ゲームセンター内にあるパンチマシーンの前に立つ。
このパンチマシーンは、パンチをすることで測定したいことの手応えを教えてくれるのだ。
「よし、いくぞ」
ワイシャツの袖をまくりあげ、思い切りパンチする。
スコアは89。
100点満点で、これは高得点だ。
間違いない、さっきの商談はうまくいく。
そう確信してゲームセンターを後にした僕は、次の日に営業先から受注の連絡をもらった。
数日後。
コンパで知り合った女性とのデートの後、僕はまたゲームセンターにやってきた。
女性との将来をパンチマシーンで測ってみることにする。
ほろ酔い気分でパンチをすると、スコアはなんと……3だった。
あれ、手応えはあったんだけどなぁ……。
おかしいなと思いつつ、女性と連絡を取り続けた僕は、見事女性と付き合うことができた。
あの時はパンチマシーンが壊れていたのだろう。
そう考えた僕は、いまや彼女となった女性を連れてまたゲームセンターにやってきた。
彼女に例のパンチマシーンを紹介すると「え〜面白そう! やってみようかな」と彼女ははしゃいだ。
「なにを測るの?」
「え〜……あなたとの未来、かな」
彼女はそんな可愛いことを言ってパンチマシーンにパンチをした。
スコアは……96!
す、すごい!
周りで見物していた人たちからどよめきが起こる。
騒ぎを聞きつけてやってきた店員さんに「このパンチマシーン、いつ直ったんですか?」と話しかける。
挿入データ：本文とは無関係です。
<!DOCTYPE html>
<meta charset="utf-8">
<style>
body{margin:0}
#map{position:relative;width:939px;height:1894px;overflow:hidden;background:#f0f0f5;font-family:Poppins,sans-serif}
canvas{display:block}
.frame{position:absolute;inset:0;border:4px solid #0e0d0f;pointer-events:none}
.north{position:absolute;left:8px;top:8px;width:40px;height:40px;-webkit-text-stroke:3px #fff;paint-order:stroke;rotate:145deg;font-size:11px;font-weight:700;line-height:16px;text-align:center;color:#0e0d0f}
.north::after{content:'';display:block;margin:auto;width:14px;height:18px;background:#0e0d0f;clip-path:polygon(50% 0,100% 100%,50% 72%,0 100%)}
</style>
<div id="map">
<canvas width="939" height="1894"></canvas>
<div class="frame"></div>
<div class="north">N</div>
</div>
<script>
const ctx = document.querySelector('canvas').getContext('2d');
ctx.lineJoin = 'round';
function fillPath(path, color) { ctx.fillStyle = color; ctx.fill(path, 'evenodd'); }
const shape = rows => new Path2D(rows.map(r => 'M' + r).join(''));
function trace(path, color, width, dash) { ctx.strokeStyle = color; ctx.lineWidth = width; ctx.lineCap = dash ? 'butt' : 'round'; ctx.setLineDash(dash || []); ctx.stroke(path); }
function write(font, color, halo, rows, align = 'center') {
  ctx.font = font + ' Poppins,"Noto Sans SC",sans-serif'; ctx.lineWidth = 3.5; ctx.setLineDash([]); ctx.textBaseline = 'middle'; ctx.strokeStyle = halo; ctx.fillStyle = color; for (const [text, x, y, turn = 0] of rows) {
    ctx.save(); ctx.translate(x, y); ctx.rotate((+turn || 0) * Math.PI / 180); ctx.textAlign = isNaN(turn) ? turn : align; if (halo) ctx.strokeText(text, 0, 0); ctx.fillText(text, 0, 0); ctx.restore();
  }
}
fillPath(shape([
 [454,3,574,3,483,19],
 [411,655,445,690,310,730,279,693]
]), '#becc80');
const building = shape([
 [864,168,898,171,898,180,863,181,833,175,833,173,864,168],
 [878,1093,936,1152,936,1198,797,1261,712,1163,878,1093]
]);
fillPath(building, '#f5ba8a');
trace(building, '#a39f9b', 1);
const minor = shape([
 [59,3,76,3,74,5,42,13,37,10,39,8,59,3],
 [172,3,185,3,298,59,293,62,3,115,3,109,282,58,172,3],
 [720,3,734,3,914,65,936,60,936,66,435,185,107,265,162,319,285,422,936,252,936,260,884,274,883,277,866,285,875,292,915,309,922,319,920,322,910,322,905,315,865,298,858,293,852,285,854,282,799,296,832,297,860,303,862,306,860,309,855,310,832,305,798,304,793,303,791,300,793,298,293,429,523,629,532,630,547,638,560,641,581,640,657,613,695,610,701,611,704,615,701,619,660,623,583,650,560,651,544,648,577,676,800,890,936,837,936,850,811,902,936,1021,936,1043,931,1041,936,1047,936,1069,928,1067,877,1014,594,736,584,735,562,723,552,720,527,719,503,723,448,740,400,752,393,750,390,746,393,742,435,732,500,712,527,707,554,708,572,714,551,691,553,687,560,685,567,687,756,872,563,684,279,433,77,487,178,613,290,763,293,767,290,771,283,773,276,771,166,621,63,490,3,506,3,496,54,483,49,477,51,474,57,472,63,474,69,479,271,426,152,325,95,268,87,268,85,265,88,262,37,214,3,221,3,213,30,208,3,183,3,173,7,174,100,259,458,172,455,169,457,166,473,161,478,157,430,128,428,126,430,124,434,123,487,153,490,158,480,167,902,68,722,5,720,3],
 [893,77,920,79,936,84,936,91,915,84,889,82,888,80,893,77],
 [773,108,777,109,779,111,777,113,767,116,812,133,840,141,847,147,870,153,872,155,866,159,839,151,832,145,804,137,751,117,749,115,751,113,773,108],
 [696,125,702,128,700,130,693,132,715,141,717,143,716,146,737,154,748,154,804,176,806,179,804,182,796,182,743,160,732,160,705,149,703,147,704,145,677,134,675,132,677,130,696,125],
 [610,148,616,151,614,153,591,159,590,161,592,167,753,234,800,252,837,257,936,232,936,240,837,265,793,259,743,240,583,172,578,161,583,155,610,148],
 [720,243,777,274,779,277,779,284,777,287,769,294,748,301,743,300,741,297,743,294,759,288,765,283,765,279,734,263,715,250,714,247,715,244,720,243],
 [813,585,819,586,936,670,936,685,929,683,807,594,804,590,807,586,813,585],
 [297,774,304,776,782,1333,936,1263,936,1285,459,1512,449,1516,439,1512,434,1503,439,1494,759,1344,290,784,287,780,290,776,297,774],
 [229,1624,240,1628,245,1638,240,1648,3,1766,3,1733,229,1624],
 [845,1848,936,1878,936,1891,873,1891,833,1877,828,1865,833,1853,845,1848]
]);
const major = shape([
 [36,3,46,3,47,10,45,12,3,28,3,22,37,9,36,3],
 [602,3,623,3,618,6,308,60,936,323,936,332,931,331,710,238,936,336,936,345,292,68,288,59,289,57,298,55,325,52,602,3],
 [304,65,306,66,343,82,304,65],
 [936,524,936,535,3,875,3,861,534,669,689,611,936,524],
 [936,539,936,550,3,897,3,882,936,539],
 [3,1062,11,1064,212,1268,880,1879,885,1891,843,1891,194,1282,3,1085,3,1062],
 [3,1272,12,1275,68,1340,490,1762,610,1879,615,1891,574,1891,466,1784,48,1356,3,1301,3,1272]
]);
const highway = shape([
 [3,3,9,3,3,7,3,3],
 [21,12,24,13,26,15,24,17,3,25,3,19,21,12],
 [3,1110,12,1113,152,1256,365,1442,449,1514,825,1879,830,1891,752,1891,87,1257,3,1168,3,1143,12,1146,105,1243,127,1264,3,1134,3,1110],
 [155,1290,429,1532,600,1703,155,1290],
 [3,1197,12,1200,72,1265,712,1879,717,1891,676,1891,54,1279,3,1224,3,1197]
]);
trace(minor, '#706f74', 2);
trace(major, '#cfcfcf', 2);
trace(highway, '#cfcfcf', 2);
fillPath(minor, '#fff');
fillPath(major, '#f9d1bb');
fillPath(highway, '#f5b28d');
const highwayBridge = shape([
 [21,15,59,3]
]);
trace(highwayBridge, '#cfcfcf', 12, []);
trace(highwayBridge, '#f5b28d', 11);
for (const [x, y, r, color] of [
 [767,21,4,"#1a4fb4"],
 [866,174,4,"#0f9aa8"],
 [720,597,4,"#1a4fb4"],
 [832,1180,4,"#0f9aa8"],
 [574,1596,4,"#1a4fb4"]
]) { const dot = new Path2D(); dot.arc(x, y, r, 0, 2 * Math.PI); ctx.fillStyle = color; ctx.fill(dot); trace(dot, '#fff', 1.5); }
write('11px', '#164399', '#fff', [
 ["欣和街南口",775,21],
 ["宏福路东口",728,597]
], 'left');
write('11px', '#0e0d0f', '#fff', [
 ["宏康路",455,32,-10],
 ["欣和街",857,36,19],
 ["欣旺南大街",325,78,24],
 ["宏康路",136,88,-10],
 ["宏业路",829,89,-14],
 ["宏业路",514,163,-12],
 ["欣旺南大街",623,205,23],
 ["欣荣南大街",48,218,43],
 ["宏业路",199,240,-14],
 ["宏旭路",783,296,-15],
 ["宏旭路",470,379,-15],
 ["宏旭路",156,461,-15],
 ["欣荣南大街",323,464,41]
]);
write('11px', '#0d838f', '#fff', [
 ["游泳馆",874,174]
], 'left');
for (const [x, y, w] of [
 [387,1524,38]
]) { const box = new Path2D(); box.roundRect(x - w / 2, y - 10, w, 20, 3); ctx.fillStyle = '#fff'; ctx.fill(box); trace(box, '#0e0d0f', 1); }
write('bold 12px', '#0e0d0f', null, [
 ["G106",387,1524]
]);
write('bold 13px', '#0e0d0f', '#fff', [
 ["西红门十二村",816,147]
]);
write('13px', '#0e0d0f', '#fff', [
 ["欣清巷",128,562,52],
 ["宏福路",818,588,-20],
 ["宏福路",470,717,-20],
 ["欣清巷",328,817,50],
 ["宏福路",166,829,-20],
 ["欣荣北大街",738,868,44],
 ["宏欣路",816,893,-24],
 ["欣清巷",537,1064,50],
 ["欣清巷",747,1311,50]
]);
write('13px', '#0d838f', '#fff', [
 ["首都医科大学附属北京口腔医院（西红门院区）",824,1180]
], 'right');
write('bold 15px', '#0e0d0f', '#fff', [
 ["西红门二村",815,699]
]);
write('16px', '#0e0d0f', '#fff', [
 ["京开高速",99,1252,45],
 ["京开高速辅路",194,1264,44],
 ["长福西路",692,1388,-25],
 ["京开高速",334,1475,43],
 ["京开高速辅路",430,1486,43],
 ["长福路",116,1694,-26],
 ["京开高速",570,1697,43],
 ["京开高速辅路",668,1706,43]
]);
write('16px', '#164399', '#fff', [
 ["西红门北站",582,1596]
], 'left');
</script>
すると店員さんは「え? 別に壊れてませんけど」と不思議そうな顔をした。
数カ月後、僕はあのパンチマシーンが叩き出した数値の意味を知った。
順調に交際を進め彼女と結婚をすることになったのだが、彼女がここで式をあげたいと言った式場の予約金だけ振り込んだところで、彼女がいなくなったのである。